I don’t mean to sound like a Luddite, but ‘progress’ isn’t always a good thing.


12.) 19 Apr 2020
19 Apr 2020 16:43:12
I'm more interested in how you get into the "elite" gang? Invite only? Yearly subscription fee? Recent trophy haul? How rich your owner is? Maybe if we actually knew who these "elite" clubs were we could draw our own conclusions?


13.) 19 Apr 2020
19 Apr 2020 19:18:22
Derry playing in the League of Ireland isn't so great when you factor in that they were forced out of the Northern Irish league in the 70s for what are best described as 'political reasons'.

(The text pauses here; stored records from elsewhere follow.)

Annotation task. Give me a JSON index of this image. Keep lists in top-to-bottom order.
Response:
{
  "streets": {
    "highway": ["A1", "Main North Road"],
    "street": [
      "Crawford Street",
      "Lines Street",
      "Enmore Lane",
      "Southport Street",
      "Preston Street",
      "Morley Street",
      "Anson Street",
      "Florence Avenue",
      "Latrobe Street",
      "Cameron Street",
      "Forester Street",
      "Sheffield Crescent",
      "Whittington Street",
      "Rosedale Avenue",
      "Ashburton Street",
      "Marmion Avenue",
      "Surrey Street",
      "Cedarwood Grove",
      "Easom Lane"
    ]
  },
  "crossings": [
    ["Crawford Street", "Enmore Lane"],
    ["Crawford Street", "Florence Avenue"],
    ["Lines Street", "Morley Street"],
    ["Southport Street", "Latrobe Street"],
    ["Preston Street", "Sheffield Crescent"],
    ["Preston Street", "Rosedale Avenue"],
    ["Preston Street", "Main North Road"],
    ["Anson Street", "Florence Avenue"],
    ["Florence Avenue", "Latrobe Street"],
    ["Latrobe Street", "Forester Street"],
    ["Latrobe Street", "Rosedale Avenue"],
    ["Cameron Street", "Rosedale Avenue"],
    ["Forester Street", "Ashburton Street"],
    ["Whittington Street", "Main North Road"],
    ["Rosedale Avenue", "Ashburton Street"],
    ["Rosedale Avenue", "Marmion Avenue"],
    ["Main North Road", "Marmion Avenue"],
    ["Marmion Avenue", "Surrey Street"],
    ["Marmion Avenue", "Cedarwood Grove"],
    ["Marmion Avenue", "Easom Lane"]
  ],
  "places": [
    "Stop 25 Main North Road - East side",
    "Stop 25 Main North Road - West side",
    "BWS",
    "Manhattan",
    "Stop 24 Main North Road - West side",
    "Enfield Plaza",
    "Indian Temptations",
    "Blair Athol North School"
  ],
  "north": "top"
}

There is a bit of a push starting in the Republic to have an All-Ireland league, but honestly I don't think the money works. Especially for clubs in the North who'd have much greater travel costs and based on results in Europe and the various attempts at an all-Ireland cup competition in the past few seasons, most of them wouldn't last in the top division with clubs from the Republic to compete with. Not sure it'd do the likes of Wexford and Galway any favours to be going up to Belfast and Ballymena a few times a season either. The IFA are wholly uninterested. Now if it was bundled as a product with a decent TV deal (from who I have no idea. I've seen Asian markets suggested, but they're hardly that bothered with semi-pros they've never heard of? ) that could fork out a decent wedge of prize money, it'd be different. Certainly the League of Ireland needs something anyway.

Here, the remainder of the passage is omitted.